- AVAILABLE RECORDS
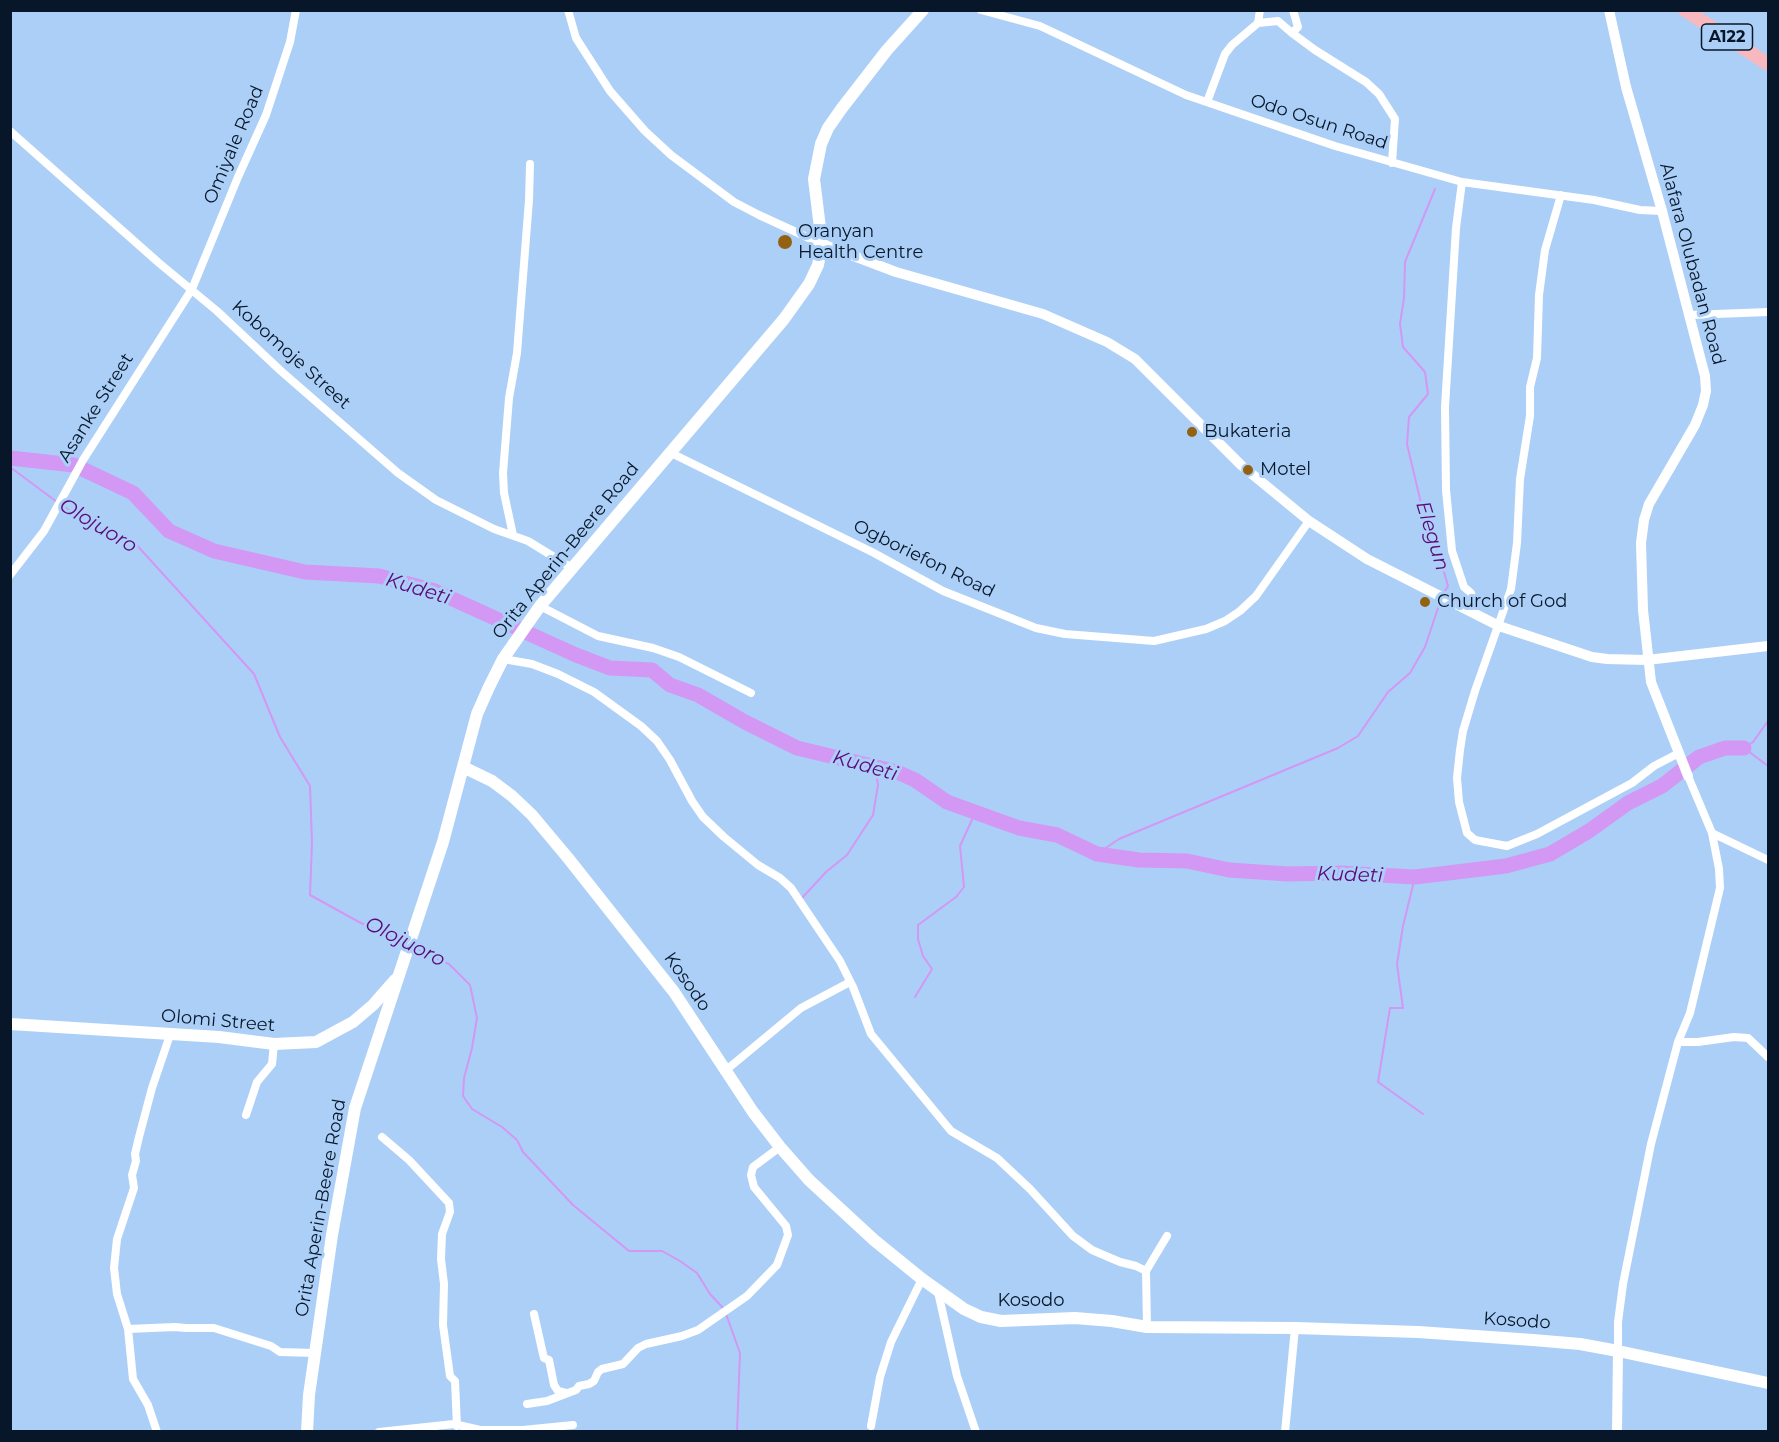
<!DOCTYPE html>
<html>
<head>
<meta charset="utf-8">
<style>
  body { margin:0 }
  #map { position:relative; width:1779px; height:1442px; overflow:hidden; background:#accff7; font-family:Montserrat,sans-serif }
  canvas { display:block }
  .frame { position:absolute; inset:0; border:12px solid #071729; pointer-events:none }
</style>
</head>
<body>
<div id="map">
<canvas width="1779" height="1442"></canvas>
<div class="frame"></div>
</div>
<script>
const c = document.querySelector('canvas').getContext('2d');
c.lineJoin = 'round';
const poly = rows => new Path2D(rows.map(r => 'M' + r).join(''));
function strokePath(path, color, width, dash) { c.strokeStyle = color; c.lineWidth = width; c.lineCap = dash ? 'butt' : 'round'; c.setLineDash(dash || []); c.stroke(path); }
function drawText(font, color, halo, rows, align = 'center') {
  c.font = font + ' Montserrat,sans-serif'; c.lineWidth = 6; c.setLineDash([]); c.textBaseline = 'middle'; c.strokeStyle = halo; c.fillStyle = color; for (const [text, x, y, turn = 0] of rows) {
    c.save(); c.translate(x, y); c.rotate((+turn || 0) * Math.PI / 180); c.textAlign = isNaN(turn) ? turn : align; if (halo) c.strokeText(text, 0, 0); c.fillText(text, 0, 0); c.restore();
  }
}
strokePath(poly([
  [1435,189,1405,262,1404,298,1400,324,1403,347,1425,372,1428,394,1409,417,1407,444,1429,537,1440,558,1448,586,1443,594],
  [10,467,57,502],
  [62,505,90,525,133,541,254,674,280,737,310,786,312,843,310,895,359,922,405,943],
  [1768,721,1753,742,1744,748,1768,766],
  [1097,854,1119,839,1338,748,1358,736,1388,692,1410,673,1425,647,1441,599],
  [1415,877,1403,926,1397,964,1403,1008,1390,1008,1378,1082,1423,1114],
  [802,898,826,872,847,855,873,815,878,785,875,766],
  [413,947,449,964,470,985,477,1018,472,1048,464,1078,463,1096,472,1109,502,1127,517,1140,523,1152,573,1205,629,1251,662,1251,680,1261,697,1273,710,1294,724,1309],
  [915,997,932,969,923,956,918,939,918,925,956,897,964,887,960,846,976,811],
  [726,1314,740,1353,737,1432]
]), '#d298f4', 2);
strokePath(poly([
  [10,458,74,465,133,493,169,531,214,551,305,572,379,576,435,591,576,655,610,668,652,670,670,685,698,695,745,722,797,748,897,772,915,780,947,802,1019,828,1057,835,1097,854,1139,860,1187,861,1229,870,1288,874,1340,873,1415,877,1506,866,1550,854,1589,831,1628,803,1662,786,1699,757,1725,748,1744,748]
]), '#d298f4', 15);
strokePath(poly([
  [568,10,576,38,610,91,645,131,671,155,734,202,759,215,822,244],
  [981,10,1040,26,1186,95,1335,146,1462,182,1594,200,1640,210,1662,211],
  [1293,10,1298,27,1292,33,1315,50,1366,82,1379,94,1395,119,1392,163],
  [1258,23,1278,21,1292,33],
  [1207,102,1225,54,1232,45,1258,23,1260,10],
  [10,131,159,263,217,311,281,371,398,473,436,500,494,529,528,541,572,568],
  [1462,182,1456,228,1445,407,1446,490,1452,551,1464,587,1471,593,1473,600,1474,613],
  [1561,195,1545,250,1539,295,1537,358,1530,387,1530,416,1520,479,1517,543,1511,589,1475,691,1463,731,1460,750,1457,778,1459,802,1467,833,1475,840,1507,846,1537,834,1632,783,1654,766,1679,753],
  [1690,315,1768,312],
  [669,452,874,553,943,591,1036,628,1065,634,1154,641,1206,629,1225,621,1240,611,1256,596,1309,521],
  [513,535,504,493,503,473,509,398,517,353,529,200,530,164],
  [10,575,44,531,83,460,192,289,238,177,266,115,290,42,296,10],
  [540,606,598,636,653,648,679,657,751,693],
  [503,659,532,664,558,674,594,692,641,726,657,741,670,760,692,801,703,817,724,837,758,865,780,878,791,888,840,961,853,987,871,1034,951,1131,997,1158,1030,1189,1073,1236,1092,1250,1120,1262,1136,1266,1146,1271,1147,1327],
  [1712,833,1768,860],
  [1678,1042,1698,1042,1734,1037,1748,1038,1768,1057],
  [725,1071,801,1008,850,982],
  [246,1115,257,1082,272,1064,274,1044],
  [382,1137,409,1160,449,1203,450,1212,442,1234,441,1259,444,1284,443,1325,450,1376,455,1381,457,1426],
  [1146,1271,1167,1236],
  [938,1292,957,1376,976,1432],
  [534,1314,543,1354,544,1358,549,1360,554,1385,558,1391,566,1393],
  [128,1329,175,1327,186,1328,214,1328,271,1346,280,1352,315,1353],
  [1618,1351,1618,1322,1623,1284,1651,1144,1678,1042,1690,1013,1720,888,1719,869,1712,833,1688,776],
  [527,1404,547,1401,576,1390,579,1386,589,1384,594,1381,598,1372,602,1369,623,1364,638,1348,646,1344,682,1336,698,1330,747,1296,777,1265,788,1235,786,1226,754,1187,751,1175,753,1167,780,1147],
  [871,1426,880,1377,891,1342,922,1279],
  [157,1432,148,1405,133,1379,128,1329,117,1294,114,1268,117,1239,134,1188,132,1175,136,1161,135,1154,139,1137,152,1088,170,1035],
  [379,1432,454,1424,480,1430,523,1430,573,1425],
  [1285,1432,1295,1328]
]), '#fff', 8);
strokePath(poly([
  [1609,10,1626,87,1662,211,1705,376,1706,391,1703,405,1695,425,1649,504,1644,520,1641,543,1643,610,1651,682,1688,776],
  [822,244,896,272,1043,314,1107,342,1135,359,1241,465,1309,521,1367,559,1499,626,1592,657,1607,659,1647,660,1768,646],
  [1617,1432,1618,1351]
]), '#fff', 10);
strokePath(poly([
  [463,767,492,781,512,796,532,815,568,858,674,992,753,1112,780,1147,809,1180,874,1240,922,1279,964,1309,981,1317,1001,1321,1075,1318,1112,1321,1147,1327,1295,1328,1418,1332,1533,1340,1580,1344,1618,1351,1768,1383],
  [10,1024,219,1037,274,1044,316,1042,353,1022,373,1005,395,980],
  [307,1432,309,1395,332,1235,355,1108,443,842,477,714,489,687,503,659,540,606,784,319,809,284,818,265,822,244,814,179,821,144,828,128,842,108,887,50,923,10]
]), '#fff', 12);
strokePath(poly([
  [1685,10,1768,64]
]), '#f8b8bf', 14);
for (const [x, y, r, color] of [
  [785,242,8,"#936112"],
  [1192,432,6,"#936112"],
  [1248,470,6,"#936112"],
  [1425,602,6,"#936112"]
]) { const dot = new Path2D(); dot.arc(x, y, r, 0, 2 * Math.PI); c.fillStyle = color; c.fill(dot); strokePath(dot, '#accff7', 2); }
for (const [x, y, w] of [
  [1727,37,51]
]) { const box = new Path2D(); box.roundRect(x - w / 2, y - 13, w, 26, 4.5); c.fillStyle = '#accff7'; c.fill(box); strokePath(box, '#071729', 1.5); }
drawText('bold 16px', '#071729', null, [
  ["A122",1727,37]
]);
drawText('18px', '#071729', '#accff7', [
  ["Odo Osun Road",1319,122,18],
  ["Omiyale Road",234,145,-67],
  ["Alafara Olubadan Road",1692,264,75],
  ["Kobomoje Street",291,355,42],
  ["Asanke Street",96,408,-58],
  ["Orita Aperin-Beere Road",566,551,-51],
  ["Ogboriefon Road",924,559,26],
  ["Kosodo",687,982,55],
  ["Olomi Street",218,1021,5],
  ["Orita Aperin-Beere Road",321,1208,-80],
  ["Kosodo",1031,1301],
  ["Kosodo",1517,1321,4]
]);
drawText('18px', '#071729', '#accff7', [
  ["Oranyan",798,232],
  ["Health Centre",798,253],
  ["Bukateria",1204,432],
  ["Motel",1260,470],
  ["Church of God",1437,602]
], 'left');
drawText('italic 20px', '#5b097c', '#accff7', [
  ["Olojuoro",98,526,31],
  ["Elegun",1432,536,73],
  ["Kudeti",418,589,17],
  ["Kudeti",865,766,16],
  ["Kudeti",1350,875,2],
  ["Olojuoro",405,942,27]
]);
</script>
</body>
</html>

- EXERCISE PROMPT
Every line that holds the word "align" should be copied from the listing.

- TASK OUTPUT
function drawText(font, color, halo, rows, align = 'center') {
    c.save(); c.translate(x, y); c.rotate((+turn || 0) * Math.PI / 180); c.textAlign = isNaN(turn) ? turn : align; if (halo) c.strokeText(text, 0, 0); c.fillText(text, 0, 0); c.restore();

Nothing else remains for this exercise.